This is a game of typing tetris. Let's consider the types of your first two (correct) branches.
a :: a
f :: a -> Expr b
----------------
Expr b
We read this as "given all of things above the line, we must produce something of the type listed below the line". In this case, the answer is obvious: we just apply f
to a
.
a :: a
f :: a -> Expr b
----------------
f a :: Expr b
For Val n
we can repeat the process
n :: Int
f :: a -> Expr b
----------------
Expr b
at first this seems impossible, but we have elided a few things "above the line" that are actually available. Importantly, there's this:
n :: Int
f :: a -> Expr b
Val :: forall x . Int -> Expr x
--------------------
Expr b
and since x
is not specific (it's bound by forall
) it can unify with b
.
n :: Int
f :: a -> Expr b
Val :: forall x . Int -> Expr x
--------------------
Val n :: Expr b
For the final case, we have
x :: Expr a
y :: Expr a
f :: a -> Expr b
Add :: forall x . Expr x -> Expr x -> Expr x
--------------------------------------------
Expr b
Again, this seems impossible. We could reassemble the Add
using x
and y
but that just gives us a type Expr a
instead of Expr b
. We can't apply the f
because it needs an a
not an Expr a
.
So the trick is that with recursive data types you're almost certainly going to use recursive definitions to functions... So let's bring in one other thing we have from the environment.
x :: Expr a
y :: Expr a
f :: a -> Expr b
Add :: forall x . Expr x -> Expr x -> Expr x
(>>=) :: forall y z . Expr y -> (y -> Expr z) -> Expr z
-------------------------------------------------------
Expr b
Again, due to the forall
we can use (>>=)
on Expr
types whatever their variable is.

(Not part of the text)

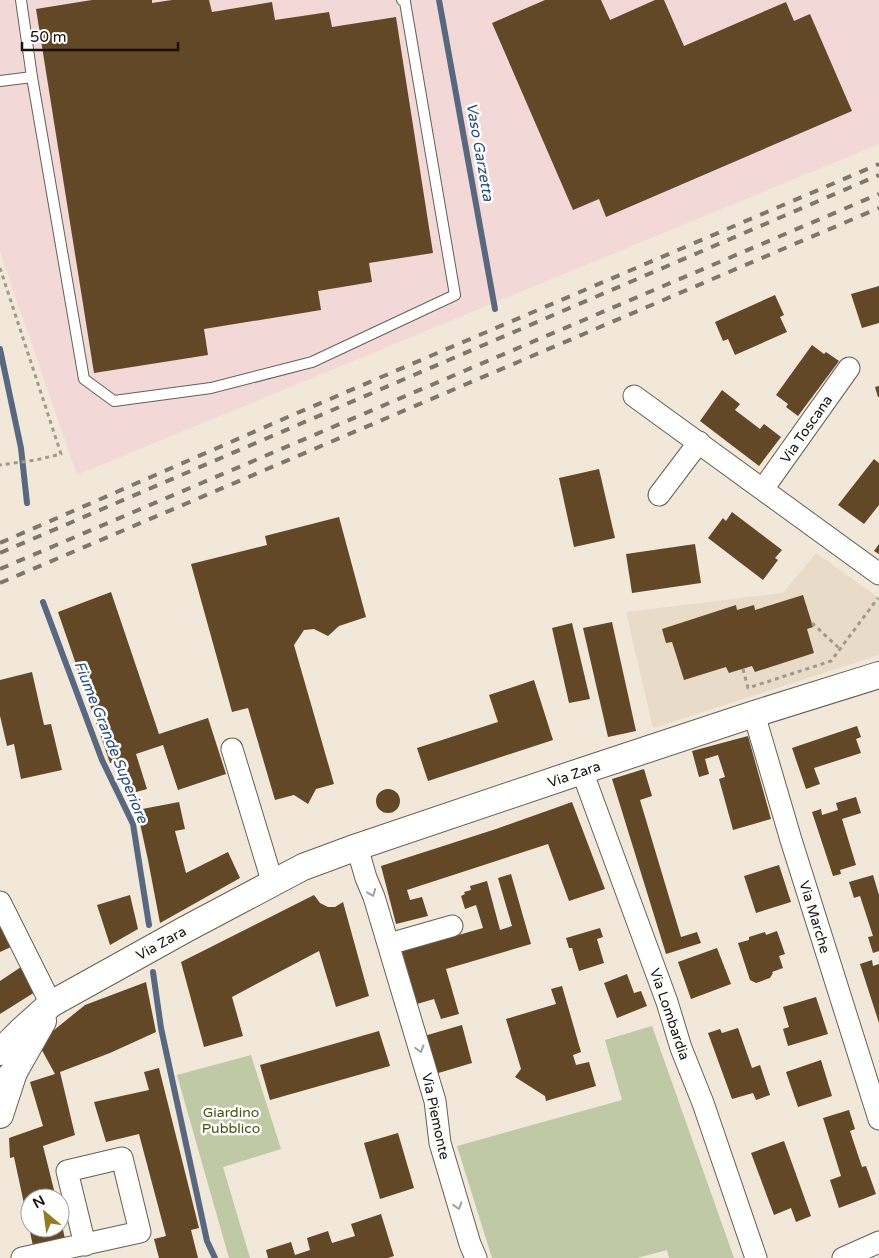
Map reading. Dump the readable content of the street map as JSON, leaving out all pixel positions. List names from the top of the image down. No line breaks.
{"streets":{"street":["Via Toscana","Via Zara","Via Marche","Via Lombardia","Via Piemonte"]},"crossings":[["Via Zara","Via Marche"],["Via Zara","Via Lombardia"],["Via Zara","Via Piemonte"]],"one_way":["Via Piemonte"],"water":["Vaso Garzetta","Fiume Grande Superiore"],"parks":["Giardino Pubblico"],"scale_bar":"50 m","north":"top left"}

Almost immediately we have only one way to go forward: the only value we have that could be the second argument to (>>=)
is f
x :: Expr a
y :: Expr a
Add :: forall x . Expr x -> Expr x -> Expr x
(>>= f) :: Expr a -> (a -> Expr b) -> Expr b
-------------------------------------------------------
Expr b
And now we could apply either x
or y
on the left side of (>>= f)
to get a value of type Expr b
. Unfortunately, both of these are wrong. One way to be sure of this is that for highly general functions like (>>=)

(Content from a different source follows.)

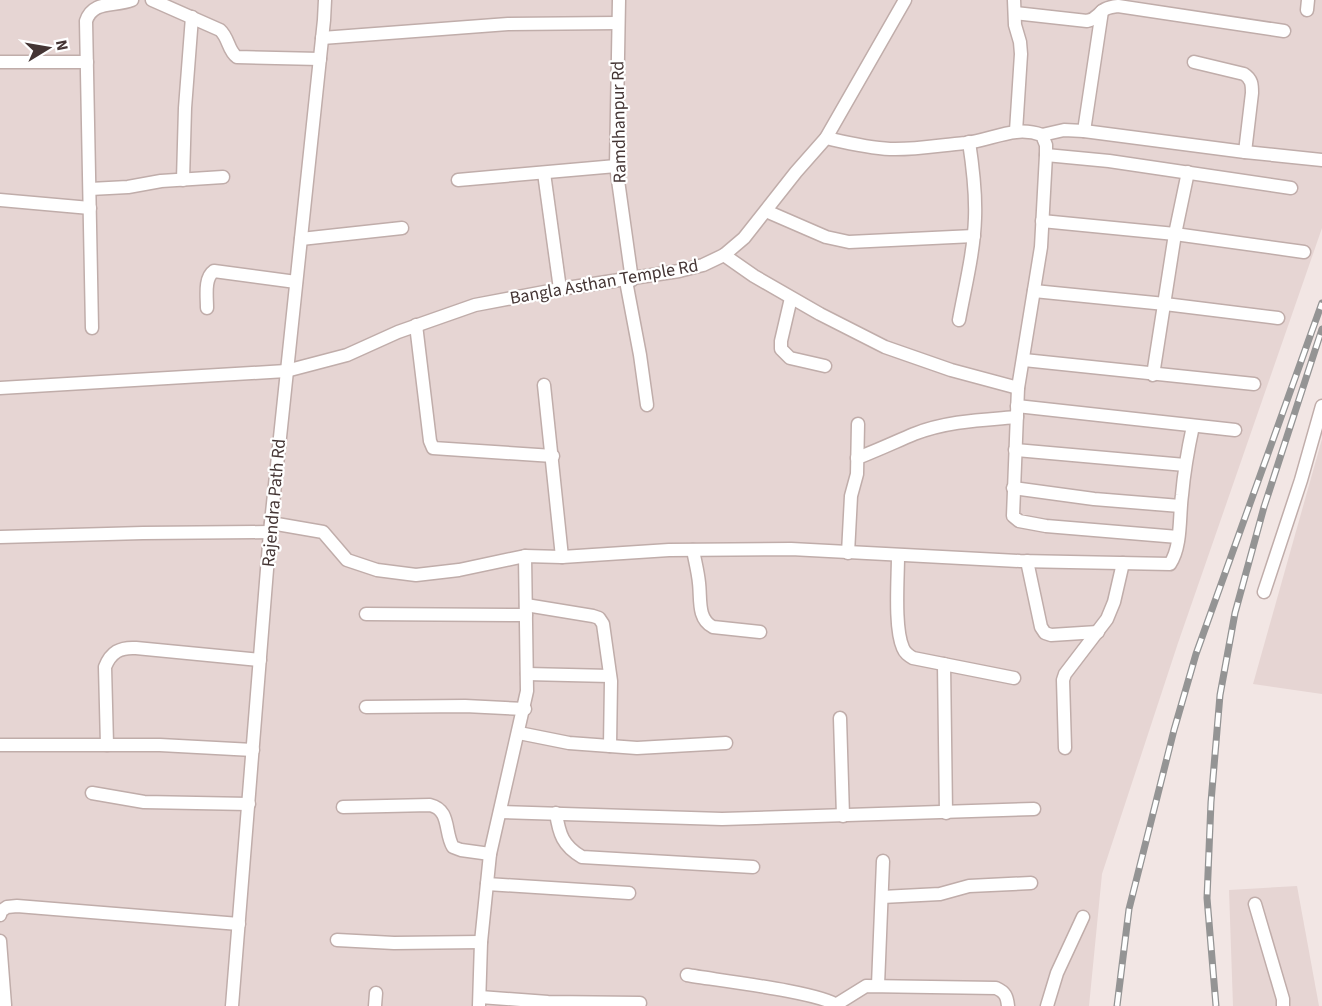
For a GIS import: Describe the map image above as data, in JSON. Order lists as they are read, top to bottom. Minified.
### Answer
{"streets":{"street":["Ramdhanpur Rd","Bangla Asthan Temple Rd","Rajendra Path Rd"]},"crossings":[["Ramdhanpur Rd","Bangla Asthan Temple Rd"],["Bangla Asthan Temple Rd","Rajendra Path Rd"]],"north":"right"}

we almost never throw away information—each argument should be used non-trivially.
Fortunately, if we have two Expr b
s we can use Add
to combine them:
x :: Expr a
y :: Expr a
Add :: Expr b -> Expr b -> Expr b
(>>= f) :: Expr a -> (a -> Expr b) -> Expr b
-------------------------------------------------------
Expr b
and now we have a way to use both x
and y
non-trivially
x :: Expr a
y :: Expr a
Add :: Expr b -> Expr b -> Expr b
(>>= f) :: Expr a -> (a -> Expr b) -> Expr b
-------------------------------------------------------
Add (x >>= f) (y >>= f) :: Expr b
noting that we keep the x
and y
in the same order.
So this while game of type-tetris is a bit long-winded but demonstrates that with a few principles:
- Definitions over recursive types tend to need recursion
- Definitions of general functions will use every argument non-trivially if possible
we can get to the answer to how to define (>>=)

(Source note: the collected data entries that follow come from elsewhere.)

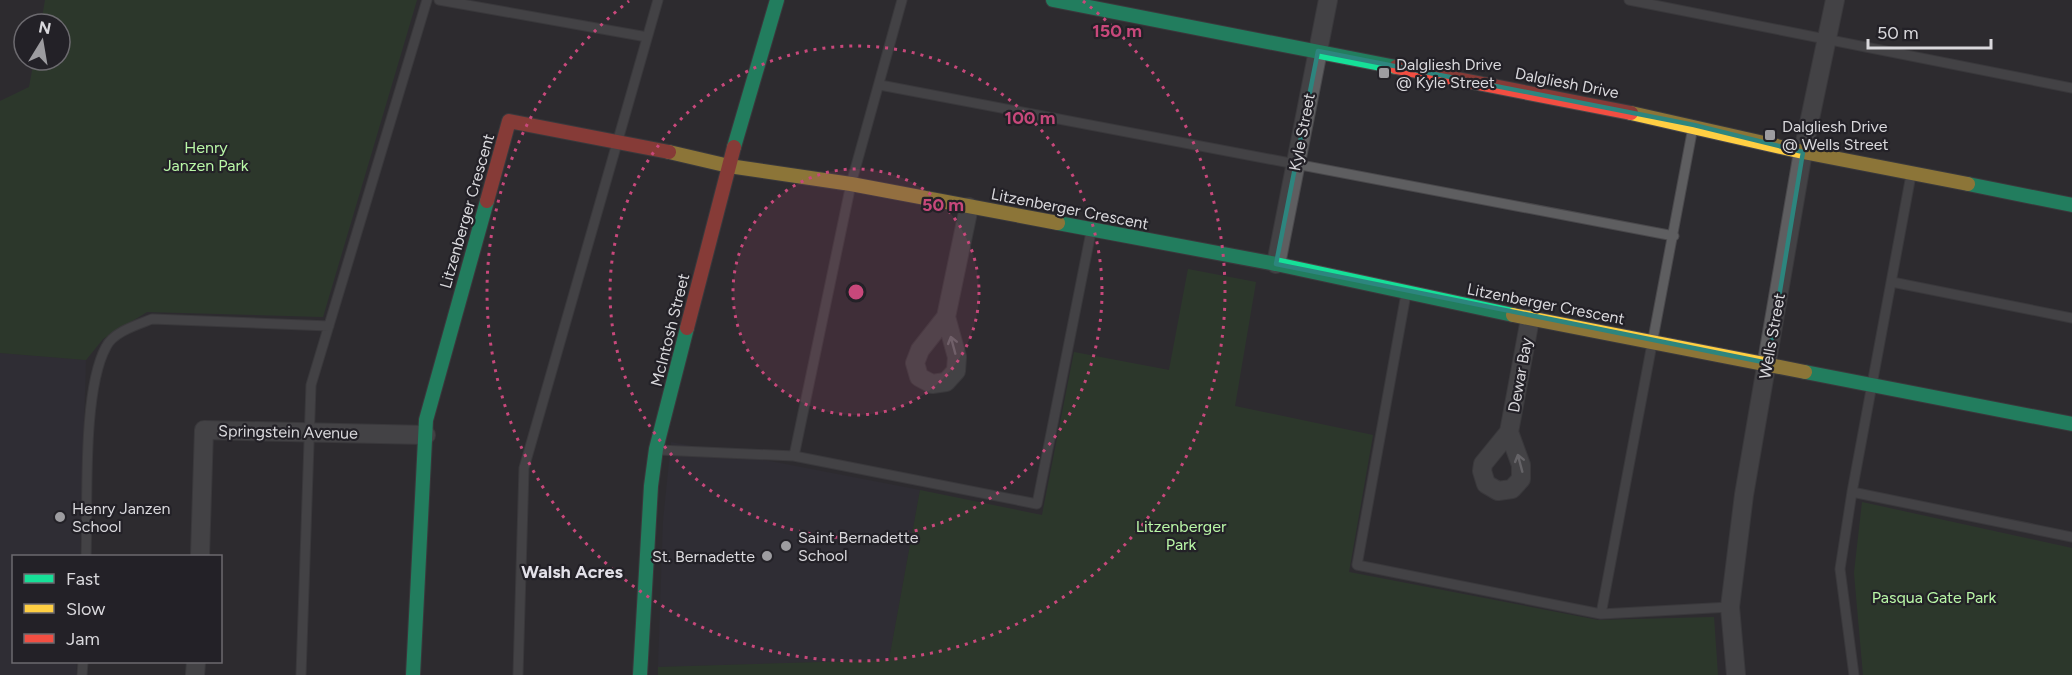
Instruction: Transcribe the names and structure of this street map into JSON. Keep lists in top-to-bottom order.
{
  "streets": {
    "street": [
      "Dalgliesh Drive",
      "Kyle Street",
      "Litzenberger Crescent",
      "McIntosh Street",
      "Wells Street",
      "Dewar Bay",
      "Springstein Avenue"
    ]
  },
  "crossings": [
    ["Dalgliesh Drive", "Kyle Street"],
    ["Dalgliesh Drive", "Wells Street"],
    ["Kyle Street", "Litzenberger Crescent"],
    ["Litzenberger Crescent", "McIntosh Street"],
    ["Litzenberger Crescent", "Wells Street"],
    ["Litzenberger Crescent", "Dewar Bay"],
    ["Litzenberger Crescent", "Springstein Avenue"]
  ],
  "districts": ["Walsh Acres"],
  "parks": ["Henry Janzen Park", "Litzenberger Park", "Pasqua Gate Park"],
  "places": {
    "transit": ["Dalgliesh Drive @ Kyle Street", "Dalgliesh Drive @ Wells Street"],
    "other": ["Henry Janzen School", "Saint Bernadette School", "St. Bernadette"]
  },
  "legend": ["Fast", "Slow", "Jam"],
  "scale_bar": "50 m",
  "north": "top",
  "rings": ["150 m", "100 m", "50 m"]
}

almost entirely mechanically. A good definition ought to feel satisfying, like there literally is no other choice.
instance Monad Expr where
Var a >>= f = f a
Val n >>= _ = Val n
Add x y >>= f = Add (x >>= f) (y >>= f)
...
We can interpret this definition as "reacting" the f
and the lead nodes of Var
where a
s exist. If no a
exists then we're free to do nothing. If recursive Expr
s exist then we just "push the call to (>>= f)
down" and rebuild the recursive type.